Lucas and Guettel never open up the source material. Instead, they restrict it. Despite a few scenes taking place in Joe’s place of business, there is no ensemble “Turkey Lurkey Time” showstopper a la “Promises, Promises” to sweeten up the melodrama.
In this 105-minute musical, Lucas’ book extends Joe and Kirsten’s estrangement from each other, but speeds up their initial meeting. In my review of the off-Broadway production, I wrote that Lucas “skimps a bit too much in establishing their relationship.” Seeing the Broadway production, I think Lucas gets it just right, and I much admire the book’s economy.
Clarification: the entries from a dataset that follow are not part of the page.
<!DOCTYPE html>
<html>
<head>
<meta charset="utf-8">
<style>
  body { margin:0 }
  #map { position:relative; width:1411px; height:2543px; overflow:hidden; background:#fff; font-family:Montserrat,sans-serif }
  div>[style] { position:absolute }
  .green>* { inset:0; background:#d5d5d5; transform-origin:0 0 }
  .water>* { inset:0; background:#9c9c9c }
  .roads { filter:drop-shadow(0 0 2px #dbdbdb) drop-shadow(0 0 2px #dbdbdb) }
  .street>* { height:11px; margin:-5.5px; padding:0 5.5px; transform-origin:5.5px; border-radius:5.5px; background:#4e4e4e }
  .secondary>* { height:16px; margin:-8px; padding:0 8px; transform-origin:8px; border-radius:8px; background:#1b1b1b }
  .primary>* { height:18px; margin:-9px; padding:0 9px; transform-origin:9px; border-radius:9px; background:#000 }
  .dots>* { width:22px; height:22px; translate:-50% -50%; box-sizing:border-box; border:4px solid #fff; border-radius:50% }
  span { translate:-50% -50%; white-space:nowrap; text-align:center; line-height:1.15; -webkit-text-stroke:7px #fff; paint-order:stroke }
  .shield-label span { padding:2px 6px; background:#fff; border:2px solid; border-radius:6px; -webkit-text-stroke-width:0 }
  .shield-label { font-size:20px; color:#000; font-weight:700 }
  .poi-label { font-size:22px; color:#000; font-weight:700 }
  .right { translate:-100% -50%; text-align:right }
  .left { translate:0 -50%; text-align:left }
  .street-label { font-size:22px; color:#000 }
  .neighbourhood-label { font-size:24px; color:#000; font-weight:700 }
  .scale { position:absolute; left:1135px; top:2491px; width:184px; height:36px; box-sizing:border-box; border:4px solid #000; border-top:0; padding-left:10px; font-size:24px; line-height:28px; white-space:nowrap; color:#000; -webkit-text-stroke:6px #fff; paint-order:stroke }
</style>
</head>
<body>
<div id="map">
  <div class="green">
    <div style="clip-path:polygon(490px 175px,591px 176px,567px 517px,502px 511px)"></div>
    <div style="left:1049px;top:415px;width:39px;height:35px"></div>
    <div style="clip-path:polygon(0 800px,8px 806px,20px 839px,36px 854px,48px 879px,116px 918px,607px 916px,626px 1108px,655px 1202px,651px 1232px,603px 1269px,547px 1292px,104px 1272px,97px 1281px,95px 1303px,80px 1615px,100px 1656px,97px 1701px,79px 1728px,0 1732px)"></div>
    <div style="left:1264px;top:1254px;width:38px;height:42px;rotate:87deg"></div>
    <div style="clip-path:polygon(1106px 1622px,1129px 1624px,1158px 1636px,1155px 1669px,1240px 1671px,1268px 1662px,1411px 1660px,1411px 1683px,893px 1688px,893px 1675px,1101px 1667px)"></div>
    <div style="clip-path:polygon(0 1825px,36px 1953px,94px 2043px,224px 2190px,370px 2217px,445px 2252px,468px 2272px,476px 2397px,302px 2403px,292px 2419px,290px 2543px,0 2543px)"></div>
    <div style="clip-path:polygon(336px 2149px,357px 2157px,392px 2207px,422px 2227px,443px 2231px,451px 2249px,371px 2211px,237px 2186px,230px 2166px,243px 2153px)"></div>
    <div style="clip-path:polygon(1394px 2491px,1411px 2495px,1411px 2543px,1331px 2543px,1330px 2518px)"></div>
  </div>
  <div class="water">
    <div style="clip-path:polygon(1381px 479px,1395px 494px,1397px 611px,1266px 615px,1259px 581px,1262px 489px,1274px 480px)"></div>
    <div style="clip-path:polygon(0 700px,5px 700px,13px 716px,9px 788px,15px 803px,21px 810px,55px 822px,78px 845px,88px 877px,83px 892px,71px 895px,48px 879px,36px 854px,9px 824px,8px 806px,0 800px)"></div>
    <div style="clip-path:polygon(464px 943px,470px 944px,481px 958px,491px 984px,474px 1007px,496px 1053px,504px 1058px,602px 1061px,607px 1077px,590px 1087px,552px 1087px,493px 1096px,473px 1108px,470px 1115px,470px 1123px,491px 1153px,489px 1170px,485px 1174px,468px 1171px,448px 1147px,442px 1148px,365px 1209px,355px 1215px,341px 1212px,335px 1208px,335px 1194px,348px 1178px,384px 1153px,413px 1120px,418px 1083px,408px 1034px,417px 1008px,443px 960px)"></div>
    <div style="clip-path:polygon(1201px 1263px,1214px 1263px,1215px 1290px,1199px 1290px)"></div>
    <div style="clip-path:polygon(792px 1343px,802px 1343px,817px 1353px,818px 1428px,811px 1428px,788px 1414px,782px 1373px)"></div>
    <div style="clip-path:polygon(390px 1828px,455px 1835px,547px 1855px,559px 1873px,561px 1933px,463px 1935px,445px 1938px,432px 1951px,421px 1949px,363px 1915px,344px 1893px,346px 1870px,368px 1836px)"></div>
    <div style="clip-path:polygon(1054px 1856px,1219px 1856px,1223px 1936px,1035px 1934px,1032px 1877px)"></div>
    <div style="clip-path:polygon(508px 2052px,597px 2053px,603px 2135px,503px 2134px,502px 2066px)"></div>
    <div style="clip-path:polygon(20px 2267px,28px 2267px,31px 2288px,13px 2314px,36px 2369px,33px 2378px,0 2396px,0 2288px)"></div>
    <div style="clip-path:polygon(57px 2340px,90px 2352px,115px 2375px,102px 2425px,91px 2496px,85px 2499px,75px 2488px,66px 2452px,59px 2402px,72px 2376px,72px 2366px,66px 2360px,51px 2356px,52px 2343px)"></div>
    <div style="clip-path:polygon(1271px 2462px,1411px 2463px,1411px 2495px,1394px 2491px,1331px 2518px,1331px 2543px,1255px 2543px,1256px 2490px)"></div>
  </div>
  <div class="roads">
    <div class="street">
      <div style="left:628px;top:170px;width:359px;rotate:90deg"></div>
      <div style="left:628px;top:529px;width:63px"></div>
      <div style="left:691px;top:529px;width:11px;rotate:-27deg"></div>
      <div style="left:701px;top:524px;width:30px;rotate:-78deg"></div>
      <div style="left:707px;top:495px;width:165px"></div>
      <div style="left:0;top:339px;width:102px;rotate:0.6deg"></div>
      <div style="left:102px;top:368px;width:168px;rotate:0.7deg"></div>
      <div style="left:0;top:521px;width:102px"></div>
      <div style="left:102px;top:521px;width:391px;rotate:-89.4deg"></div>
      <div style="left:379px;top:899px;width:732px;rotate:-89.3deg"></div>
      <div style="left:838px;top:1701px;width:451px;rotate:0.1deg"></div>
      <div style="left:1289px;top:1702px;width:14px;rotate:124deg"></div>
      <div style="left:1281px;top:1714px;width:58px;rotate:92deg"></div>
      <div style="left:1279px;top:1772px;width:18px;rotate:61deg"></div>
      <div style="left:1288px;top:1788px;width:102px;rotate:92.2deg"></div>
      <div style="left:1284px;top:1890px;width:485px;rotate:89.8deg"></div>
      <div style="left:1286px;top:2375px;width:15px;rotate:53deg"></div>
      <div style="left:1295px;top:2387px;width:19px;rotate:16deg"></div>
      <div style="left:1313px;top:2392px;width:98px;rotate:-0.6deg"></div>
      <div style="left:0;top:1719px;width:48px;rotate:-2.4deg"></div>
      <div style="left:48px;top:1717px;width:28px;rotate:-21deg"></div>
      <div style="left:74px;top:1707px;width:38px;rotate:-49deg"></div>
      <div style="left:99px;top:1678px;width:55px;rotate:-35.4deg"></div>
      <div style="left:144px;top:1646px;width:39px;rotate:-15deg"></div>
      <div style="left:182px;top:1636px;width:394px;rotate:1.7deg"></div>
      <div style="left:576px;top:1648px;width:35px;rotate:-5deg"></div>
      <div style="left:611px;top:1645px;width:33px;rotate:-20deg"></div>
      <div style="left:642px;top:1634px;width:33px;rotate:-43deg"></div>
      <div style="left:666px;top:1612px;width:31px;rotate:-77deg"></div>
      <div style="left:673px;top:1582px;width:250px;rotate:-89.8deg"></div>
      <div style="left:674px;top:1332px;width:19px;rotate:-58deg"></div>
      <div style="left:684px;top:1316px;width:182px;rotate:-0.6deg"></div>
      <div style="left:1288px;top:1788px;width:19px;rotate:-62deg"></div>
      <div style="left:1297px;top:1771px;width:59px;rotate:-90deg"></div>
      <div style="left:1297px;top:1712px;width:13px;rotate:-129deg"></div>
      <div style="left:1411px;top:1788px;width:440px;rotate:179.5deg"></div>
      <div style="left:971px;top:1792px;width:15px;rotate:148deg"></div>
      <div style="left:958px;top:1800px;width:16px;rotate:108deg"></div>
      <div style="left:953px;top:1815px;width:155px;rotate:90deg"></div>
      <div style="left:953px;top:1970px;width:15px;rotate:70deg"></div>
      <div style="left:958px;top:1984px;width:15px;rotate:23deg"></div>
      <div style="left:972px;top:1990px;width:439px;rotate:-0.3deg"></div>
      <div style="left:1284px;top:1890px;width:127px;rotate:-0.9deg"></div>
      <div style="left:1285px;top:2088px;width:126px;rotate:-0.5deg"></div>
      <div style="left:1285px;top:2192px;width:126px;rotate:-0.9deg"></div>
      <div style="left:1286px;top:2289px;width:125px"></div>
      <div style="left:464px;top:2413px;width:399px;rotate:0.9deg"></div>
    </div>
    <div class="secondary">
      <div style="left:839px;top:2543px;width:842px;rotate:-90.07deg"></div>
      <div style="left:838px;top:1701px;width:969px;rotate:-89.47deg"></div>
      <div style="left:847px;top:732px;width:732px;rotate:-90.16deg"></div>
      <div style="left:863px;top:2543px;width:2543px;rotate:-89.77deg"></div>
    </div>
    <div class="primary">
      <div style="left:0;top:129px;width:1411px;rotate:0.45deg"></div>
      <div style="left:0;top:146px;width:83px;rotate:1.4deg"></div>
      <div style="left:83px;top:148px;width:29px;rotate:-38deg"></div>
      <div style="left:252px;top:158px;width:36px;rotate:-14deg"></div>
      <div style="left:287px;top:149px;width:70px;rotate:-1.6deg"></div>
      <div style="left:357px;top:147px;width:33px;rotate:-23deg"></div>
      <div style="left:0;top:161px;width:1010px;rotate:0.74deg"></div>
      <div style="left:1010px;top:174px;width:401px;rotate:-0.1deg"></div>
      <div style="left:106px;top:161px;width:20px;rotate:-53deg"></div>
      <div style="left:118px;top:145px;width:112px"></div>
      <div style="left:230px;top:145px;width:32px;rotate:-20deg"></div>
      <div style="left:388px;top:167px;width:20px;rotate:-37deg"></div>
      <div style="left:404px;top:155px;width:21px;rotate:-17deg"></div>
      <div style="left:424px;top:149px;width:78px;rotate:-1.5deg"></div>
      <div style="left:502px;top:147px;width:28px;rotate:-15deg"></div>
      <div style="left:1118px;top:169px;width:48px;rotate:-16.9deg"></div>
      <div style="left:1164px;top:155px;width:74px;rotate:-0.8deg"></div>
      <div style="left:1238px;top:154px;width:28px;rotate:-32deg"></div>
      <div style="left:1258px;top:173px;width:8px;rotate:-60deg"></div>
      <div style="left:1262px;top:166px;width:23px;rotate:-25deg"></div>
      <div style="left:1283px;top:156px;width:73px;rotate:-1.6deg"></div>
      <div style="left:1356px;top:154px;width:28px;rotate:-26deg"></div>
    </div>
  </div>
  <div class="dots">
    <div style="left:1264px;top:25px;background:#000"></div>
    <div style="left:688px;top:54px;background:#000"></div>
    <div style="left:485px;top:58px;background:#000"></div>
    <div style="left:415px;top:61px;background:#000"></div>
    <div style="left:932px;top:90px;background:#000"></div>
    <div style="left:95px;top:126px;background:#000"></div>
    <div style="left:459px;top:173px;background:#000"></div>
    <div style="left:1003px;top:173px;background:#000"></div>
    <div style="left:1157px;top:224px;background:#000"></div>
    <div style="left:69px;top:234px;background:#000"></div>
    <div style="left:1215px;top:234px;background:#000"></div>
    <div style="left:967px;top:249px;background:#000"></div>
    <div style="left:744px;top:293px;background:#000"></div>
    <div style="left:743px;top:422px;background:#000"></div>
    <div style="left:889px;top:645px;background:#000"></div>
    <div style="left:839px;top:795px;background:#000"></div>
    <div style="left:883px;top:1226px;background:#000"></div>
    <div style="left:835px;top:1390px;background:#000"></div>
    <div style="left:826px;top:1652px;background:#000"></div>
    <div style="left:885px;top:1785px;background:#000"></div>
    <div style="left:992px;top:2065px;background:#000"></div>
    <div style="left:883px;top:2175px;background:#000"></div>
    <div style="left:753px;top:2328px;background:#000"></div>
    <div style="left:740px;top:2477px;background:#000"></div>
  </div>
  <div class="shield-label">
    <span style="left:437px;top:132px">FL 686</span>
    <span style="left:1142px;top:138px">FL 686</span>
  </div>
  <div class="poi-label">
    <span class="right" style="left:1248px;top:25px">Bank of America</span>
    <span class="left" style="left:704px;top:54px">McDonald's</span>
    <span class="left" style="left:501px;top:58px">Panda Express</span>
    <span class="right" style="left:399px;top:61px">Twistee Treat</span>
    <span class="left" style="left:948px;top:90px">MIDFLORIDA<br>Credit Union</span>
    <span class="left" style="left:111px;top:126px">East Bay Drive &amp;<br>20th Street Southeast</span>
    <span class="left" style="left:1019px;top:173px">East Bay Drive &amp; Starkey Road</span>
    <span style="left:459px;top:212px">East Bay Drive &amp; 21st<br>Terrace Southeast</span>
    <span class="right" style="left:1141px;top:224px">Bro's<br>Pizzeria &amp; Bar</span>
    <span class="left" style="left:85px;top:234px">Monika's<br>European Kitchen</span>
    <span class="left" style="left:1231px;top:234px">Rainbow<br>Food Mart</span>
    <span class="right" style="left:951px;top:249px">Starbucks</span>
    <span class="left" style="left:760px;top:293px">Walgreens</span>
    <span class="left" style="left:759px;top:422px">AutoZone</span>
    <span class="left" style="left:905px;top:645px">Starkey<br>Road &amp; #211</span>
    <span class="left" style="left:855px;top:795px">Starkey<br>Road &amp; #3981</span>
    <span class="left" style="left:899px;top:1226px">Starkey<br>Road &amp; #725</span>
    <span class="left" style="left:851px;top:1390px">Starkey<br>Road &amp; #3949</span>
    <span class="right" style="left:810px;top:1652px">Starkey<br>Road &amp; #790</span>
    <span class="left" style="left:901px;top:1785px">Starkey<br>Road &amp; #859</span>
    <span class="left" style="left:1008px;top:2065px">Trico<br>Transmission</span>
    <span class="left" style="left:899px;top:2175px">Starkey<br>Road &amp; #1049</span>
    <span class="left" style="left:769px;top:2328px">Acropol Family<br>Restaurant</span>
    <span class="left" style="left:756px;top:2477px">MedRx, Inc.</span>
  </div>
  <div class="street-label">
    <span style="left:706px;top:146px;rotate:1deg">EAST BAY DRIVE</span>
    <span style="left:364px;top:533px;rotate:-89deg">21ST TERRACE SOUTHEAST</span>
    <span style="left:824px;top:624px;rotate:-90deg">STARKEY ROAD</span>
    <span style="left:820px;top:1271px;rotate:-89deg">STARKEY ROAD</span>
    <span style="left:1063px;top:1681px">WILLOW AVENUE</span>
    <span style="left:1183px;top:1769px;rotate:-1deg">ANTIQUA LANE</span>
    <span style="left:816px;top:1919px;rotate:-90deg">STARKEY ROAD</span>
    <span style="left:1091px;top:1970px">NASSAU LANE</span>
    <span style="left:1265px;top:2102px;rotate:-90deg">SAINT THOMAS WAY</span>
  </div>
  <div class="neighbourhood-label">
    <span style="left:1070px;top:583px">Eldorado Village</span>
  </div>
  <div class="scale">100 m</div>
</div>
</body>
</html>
D’Arcy James is nearly as ebullient and driven as Jack Lemmon (the movie’s Joe) in his pursuit of Kirsten. O’Hara, on the other hand, is far less prickly than Lee Remick (the movie’s Kirsten). As written and performed, Kirsten is now as gung-ho as Joe to launch into an affair. That approach not only gets things moving fast, it signals an underlying desperation shared by both characters to connect to someone, perhaps anyone.
Michael Greif directs, and he takes full advantage of the resources of a big Broadway stage and theater, which this intimate show has no problem filling. Off Broadway, too many stagehands were often seen moving the set around. Now, in a far more mechanized production, Lizzie Clachan’s set design shows remarkable speed in changing locals, and Grief’s direction takes on a hallucinatory quality that is often arresting and sometimes downright nightmarish.
Most important, Greif obtains truly awesome performances from O’Hara and d’Arcy James. Even if you removed the two actors’ vocals, which are phenomenal, the performances stand on their own — especially the motel room scene where Joe finds Kirsten on an extended bender. O’Hara and d’Arcy James are musical theater stars, but with “Days of Wine and Roses,” we can only mourn all those great “straight” performances they never delivered. Who knows? This gig could open up a whole other door for them in the theater.
The only major criticism to level at “Days of Wine and Roses” is that it took Guettel so long to write his third musical, which can easily take its place as one of the few great musicals of this century.